Aim of the exercise -> Reproduce every entry precisely as written.

►

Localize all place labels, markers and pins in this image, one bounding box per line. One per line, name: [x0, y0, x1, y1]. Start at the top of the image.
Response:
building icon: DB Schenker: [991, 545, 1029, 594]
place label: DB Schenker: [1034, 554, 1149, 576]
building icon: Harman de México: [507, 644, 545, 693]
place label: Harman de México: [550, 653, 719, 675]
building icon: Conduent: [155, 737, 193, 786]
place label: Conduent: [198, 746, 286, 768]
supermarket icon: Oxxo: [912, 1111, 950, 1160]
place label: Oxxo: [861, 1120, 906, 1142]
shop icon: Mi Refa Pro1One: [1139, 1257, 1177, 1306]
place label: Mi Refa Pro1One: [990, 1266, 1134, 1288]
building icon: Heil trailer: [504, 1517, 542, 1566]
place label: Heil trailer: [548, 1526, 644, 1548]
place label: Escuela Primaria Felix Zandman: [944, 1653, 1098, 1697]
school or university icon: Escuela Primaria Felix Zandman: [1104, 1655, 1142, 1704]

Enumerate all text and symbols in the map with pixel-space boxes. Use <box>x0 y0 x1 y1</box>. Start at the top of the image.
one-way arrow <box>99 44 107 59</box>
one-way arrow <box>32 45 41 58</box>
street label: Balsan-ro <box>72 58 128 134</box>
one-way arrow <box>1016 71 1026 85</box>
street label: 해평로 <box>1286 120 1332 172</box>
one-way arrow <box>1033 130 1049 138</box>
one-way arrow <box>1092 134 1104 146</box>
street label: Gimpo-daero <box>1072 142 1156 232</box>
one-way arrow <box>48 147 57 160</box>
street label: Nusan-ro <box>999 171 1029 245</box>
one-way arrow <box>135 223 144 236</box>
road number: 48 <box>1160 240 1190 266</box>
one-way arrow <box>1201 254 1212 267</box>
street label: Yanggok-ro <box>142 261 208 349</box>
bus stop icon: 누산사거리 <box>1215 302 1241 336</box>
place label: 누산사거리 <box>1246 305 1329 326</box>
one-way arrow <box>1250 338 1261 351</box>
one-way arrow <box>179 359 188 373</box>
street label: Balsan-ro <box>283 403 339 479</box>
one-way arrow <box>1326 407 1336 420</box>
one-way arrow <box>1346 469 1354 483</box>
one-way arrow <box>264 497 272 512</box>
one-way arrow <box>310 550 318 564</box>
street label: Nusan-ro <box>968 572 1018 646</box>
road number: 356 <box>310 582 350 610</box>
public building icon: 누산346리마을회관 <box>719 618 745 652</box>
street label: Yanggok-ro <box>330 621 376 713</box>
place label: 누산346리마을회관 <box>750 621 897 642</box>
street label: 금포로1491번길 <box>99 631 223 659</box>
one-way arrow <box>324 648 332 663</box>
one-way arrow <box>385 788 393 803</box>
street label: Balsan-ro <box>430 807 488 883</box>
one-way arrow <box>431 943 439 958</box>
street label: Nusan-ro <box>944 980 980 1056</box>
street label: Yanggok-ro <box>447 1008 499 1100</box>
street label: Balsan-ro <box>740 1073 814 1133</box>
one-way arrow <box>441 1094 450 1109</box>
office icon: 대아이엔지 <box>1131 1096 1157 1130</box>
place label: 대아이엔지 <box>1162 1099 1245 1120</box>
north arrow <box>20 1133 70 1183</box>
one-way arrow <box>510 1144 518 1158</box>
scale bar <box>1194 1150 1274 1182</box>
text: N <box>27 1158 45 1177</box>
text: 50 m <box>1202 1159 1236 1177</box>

◄

Result of this task ->
Localize all place labels, markers and pins in this image, one bounding box per line. One per line, name: [x0, y0, x1, y1]. Start at the top of the image.
Response:
building icon: DB Schenker: [991, 545, 1029, 594]
place label: DB Schenker: [1034, 554, 1149, 576]
building icon: Harman de México: [507, 644, 545, 693]
place label: Harman de México: [550, 653, 719, 675]
building icon: Conduent: [155, 737, 193, 786]
place label: Conduent: [198, 746, 286, 768]
supermarket icon: Oxxo: [912, 1111, 950, 1160]
place label: Oxxo: [861, 1120, 906, 1142]
shop icon: Mi Refa Pro1One: [1139, 1257, 1177, 1306]
place label: Mi Refa Pro1One: [990, 1266, 1134, 1288]
building icon: Heil trailer: [504, 1517, 542, 1566]
place label: Heil trailer: [548, 1526, 644, 1548]
place label: Escuela Primaria Felix Zandman: [944, 1653, 1098, 1697]
school or university icon: Escuela Primaria Felix Zandman: [1104, 1655, 1142, 1704]

Enumerate all text and symbols in the map with pixel-space boxes. Use <box>x0 y0 x1 y1</box>. Start at the top of the image.
one-way arrow <box>99 44 107 59</box>
one-way arrow <box>32 45 41 58</box>
street label: Balsan-ro <box>72 58 128 134</box>
one-way arrow <box>1016 71 1026 85</box>
street label: 해평로 <box>1286 120 1332 172</box>
one-way arrow <box>1033 130 1049 138</box>
one-way arrow <box>1092 134 1104 146</box>
street label: Gimpo-daero <box>1072 142 1156 232</box>
one-way arrow <box>48 147 57 160</box>
street label: Nusan-ro <box>999 171 1029 245</box>
one-way arrow <box>135 223 144 236</box>
road number: 48 <box>1160 240 1190 266</box>
one-way arrow <box>1201 254 1212 267</box>
street label: Yanggok-ro <box>142 261 208 349</box>
bus stop icon: 누산사거리 <box>1215 302 1241 336</box>
place label: 누산사거리 <box>1246 305 1329 326</box>
one-way arrow <box>1250 338 1261 351</box>
one-way arrow <box>179 359 188 373</box>
street label: Balsan-ro <box>283 403 339 479</box>
one-way arrow <box>1326 407 1336 420</box>
one-way arrow <box>1346 469 1354 483</box>
one-way arrow <box>264 497 272 512</box>
one-way arrow <box>310 550 318 564</box>
street label: Nusan-ro <box>968 572 1018 646</box>
road number: 356 <box>310 582 350 610</box>
public building icon: 누산346리마을회관 <box>719 618 745 652</box>
street label: Yanggok-ro <box>330 621 376 713</box>
place label: 누산346리마을회관 <box>750 621 897 642</box>
street label: 금포로1491번길 <box>99 631 223 659</box>
one-way arrow <box>324 648 332 663</box>
one-way arrow <box>385 788 393 803</box>
street label: Balsan-ro <box>430 807 488 883</box>
one-way arrow <box>431 943 439 958</box>
street label: Nusan-ro <box>944 980 980 1056</box>
street label: Yanggok-ro <box>447 1008 499 1100</box>
street label: Balsan-ro <box>740 1073 814 1133</box>
one-way arrow <box>441 1094 450 1109</box>
office icon: 대아이엔지 <box>1131 1096 1157 1130</box>
place label: 대아이엔지 <box>1162 1099 1245 1120</box>
north arrow <box>20 1133 70 1183</box>
one-way arrow <box>510 1144 518 1158</box>
scale bar <box>1194 1150 1274 1182</box>
text: N <box>27 1158 45 1177</box>
text: 50 m <box>1202 1159 1236 1177</box>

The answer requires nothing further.